In programming, a graph is any collection of connected data objects.

If that information was new to you, then I suggest you read this Wikipedia page: Graph (computer science), then read every page to which it links, then for each of those pages, also read every page to which they link. Come back to this page once the irony is apparent.

The two common means of processing nodes in a graph are depth-first and breadth-first traversal. Breadth-first graph traversals are normally slightly harder to write than depth-first traversals because we have the added requirement of a maintaining a FIFO queue to handle the nodes to be processed.

When all the nodes in the graph are Objective-C objects and an NSMutableArray is used to maintain the FIFO queue, what is the fastest way to traverse? I tested a few different approaches to see which would work best.

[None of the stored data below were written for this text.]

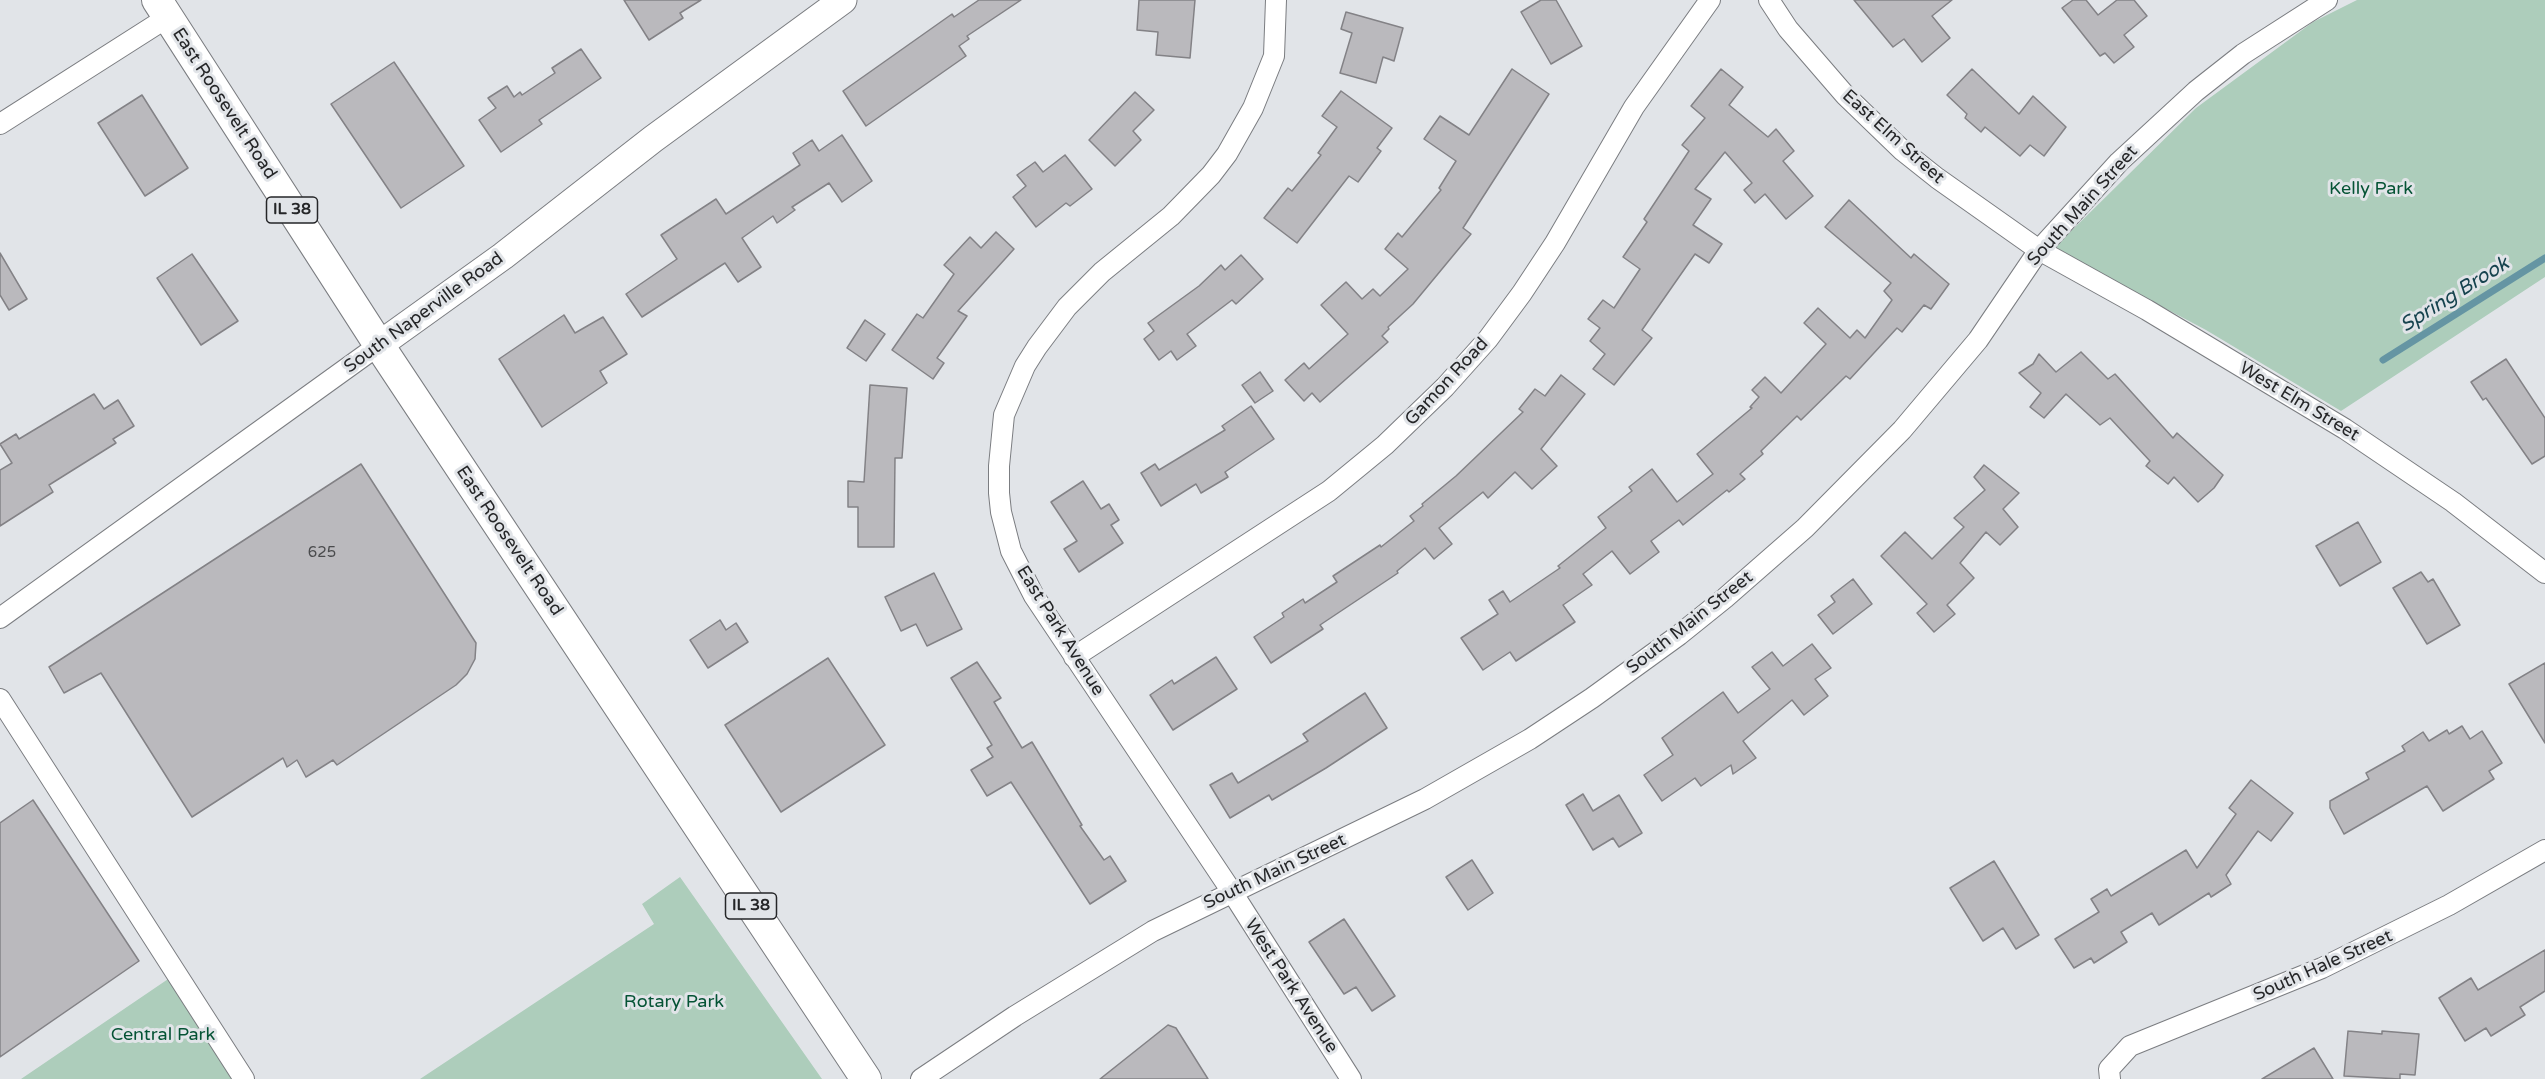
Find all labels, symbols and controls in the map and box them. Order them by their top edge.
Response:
street label: East Roosevelt Road [167,24,281,184]
street label: East Elm Street [1837,85,1949,189]
street label: South Main Street [2023,141,2143,271]
park label: Kelly Park [2329,178,2413,200]
road number: IL 38 [266,197,318,223]
street label: South Naperville Road [340,248,508,378]
water label: Spring Brook [2396,252,2514,338]
street label: Gamon Road [1401,334,1493,430]
street label: West Elm Street [2235,358,2363,446]
street label: East Roosevelt Road [451,462,567,620]
house number: 625 [308,544,336,562]
street label: East Park Avenue [1011,562,1109,700]
street label: South Main Street [1622,567,1758,679]
street label: South Main Street [1200,830,1350,914]
road number: IL 38 [726,893,777,919]
street label: West Park Avenue [1240,915,1342,1057]
street label: South Hale Street [2250,926,2396,1006]
park label: Rotary Park [624,991,724,1013]
park label: Central Park [111,1024,215,1046]

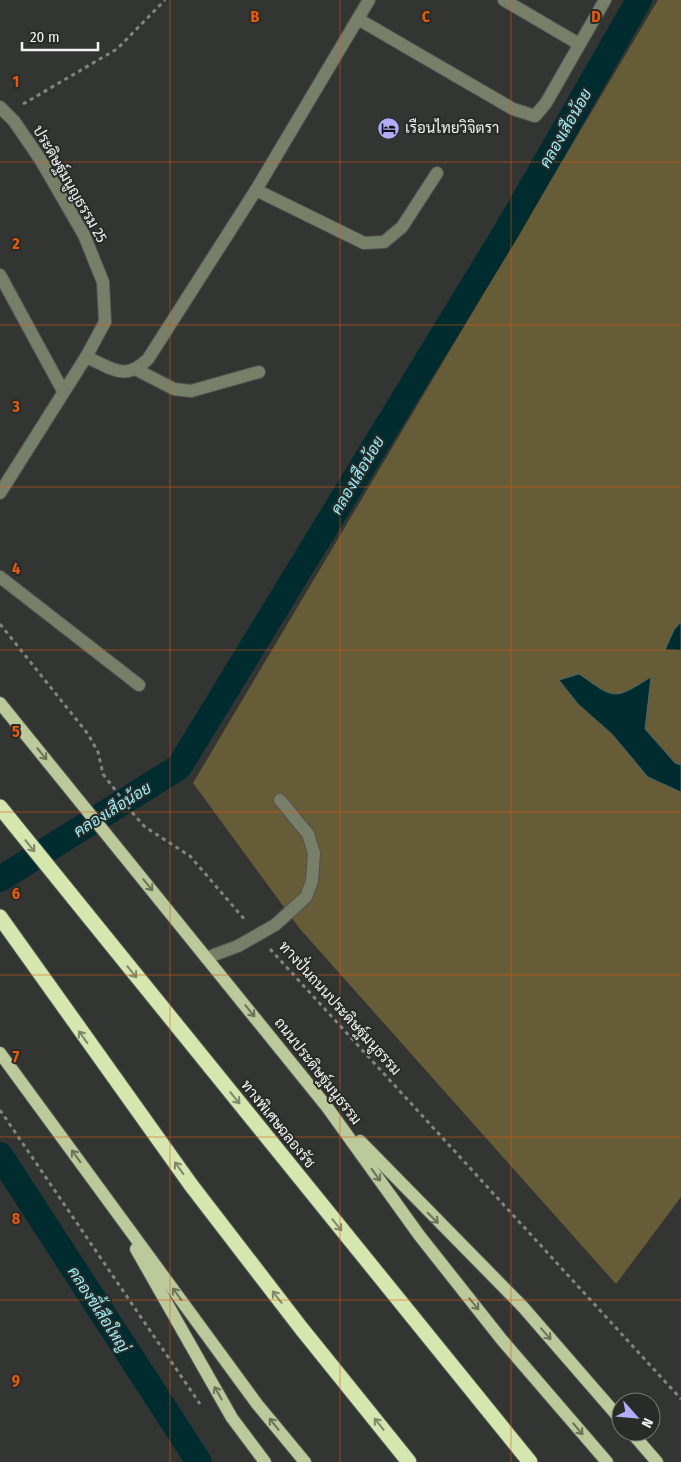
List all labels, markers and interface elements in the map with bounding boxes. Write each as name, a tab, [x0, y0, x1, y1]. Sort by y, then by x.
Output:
text: B	[251, 7, 260, 26]
text: C	[422, 7, 431, 26]
text: D	[591, 7, 601, 26]
scale bar	[22, 20, 99, 52]
text: 20 m	[30, 28, 60, 46]
text: 1	[13, 72, 19, 91]
water label: คลองเสือน้อย	[533, 84, 596, 171]
hotel icon: เรือนไทยวิจิตรา	[377, 116, 401, 140]
place label: เรือนไทยวิจิตรา	[405, 118, 499, 137]
street label: ประดิษฐ์มนูญธรรม 25	[28, 122, 112, 246]
text: 2	[11, 234, 20, 253]
text: 3	[11, 397, 20, 416]
water label: คลองเสือน้อย	[325, 432, 388, 518]
text: 4	[12, 559, 20, 578]
text: 5	[12, 722, 20, 741]
one-way arrow	[36, 747, 47, 760]
water label: คลองเสือน้อย	[69, 776, 155, 841]
one-way arrow	[25, 839, 36, 852]
one-way arrow	[142, 878, 153, 891]
text: 6	[12, 884, 20, 903]
street label: ทางปั่นถนนประดิษฐ์มนูธรรม	[275, 937, 405, 1079]
one-way arrow	[127, 965, 138, 978]
one-way arrow	[244, 1005, 255, 1018]
street label: ถนนประดิษฐ์มนูธรรม	[271, 1014, 365, 1128]
one-way arrow	[78, 1030, 88, 1044]
text: 7	[13, 1047, 20, 1066]
street label: ทางพิเศษฉลองรัช	[237, 1076, 319, 1172]
one-way arrow	[229, 1092, 240, 1105]
one-way arrow	[71, 1149, 81, 1163]
one-way arrow	[173, 1162, 184, 1175]
one-way arrow	[370, 1168, 381, 1181]
text: 8	[12, 1209, 21, 1228]
one-way arrow	[427, 1211, 439, 1224]
one-way arrow	[331, 1218, 342, 1231]
water label: คลองขี้เสือใหญ่	[64, 1260, 138, 1357]
one-way arrow	[172, 1287, 182, 1301]
one-way arrow	[272, 1290, 282, 1304]
one-way arrow	[469, 1297, 479, 1311]
one-way arrow	[541, 1328, 552, 1341]
text: 9	[12, 1371, 20, 1390]
one-way arrow	[212, 1386, 222, 1400]
north arrow	[611, 1392, 661, 1442]
text: N	[638, 1415, 657, 1430]
one-way arrow	[268, 1418, 279, 1431]
one-way arrow	[373, 1418, 384, 1431]
one-way arrow	[573, 1422, 584, 1435]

The graph used for testing

All my tests were on graphs where each node of the graph was connected to two more nodes until the center layer of the graph, at which point pairs of nodes were subsequently connected to a single node until the graph converged back to a single node.

An example of this graph structure (shown horizontally so layers are aligned in columns) with two increasing layers and two decreasing layers is:

Since there are two increasing layers and two decreasing layers, I called this a "half-depth" of 2. I will refer to the size of all subsequent graphs by their "half-depth".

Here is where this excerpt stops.